Dataset excerpts:
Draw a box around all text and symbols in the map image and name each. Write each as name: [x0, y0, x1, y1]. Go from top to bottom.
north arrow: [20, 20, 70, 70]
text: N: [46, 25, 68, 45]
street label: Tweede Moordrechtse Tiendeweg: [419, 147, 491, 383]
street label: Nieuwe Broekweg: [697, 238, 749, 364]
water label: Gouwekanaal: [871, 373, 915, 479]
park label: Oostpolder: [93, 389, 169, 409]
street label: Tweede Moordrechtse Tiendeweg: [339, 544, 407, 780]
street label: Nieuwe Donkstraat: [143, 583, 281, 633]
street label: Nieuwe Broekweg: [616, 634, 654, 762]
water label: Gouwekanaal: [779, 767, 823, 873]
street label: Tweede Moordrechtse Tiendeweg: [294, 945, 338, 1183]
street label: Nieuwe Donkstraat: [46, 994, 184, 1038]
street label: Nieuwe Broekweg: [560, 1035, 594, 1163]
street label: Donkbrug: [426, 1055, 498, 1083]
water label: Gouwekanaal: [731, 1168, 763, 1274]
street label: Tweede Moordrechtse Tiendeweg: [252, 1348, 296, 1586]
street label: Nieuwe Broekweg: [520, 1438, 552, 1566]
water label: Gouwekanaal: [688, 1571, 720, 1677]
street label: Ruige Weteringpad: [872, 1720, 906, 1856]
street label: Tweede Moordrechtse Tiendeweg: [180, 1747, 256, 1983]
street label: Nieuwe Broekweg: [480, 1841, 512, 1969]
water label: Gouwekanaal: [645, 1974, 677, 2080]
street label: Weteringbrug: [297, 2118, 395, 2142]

◆ **Task prompt**
Every line above in which the word "Broekweg" occurs is to be copied.

◆ **Solution to this exercise**
street label: Nieuwe Broekweg: [697, 238, 749, 364]
street label: Nieuwe Broekweg: [616, 634, 654, 762]
street label: Nieuwe Broekweg: [560, 1035, 594, 1163]
street label: Nieuwe Broekweg: [520, 1438, 552, 1566]
street label: Nieuwe Broekweg: [480, 1841, 512, 1969]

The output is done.